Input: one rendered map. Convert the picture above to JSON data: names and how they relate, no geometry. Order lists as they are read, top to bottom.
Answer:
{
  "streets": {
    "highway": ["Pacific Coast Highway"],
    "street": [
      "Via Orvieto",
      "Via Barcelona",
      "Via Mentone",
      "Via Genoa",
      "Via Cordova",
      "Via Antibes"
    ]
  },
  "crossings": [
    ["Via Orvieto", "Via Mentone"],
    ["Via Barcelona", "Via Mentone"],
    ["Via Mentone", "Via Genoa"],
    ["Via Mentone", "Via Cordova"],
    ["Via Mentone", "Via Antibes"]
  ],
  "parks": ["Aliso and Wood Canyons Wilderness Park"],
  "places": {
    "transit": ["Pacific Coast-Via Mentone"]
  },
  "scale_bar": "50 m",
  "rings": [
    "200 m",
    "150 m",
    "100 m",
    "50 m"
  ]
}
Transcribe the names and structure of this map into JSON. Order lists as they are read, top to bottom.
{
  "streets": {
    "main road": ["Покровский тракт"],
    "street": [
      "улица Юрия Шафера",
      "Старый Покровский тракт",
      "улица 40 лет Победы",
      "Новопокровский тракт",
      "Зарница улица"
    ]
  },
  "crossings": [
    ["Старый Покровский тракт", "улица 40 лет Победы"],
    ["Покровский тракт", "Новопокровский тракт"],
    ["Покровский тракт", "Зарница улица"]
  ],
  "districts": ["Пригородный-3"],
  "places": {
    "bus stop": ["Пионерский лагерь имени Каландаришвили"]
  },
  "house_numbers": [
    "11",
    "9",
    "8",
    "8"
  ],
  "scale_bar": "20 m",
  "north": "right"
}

# # #

What to do
Here, the lines to copy run from the one containing "Transcribe the names" to the final line of the listing; copy them exactly and nothing else.

Response box
Transcribe the names and structure of this map into JSON. Order lists as they are read, top to bottom.
{
  "streets": {
    "main road": ["Покровский тракт"],
    "street": [
      "улица Юрия Шафера",
      "Старый Покровский тракт",
      "улица 40 лет Победы",
      "Новопокровский тракт",
      "Зарница улица"
    ]
  },
  "crossings": [
    ["Старый Покровский тракт", "улица 40 лет Победы"],
    ["Покровский тракт", "Новопокровский тракт"],
    ["Покровский тракт", "Зарница улица"]
  ],
  "districts": ["Пригородный-3"],
  "places": {
    "bus stop": ["Пионерский лагерь имени Каландаришвили"]
  },
  "house_numbers": [
    "11",
    "9",
    "8",
    "8"
  ],
  "scale_bar": "20 m",
  "north": "right"
}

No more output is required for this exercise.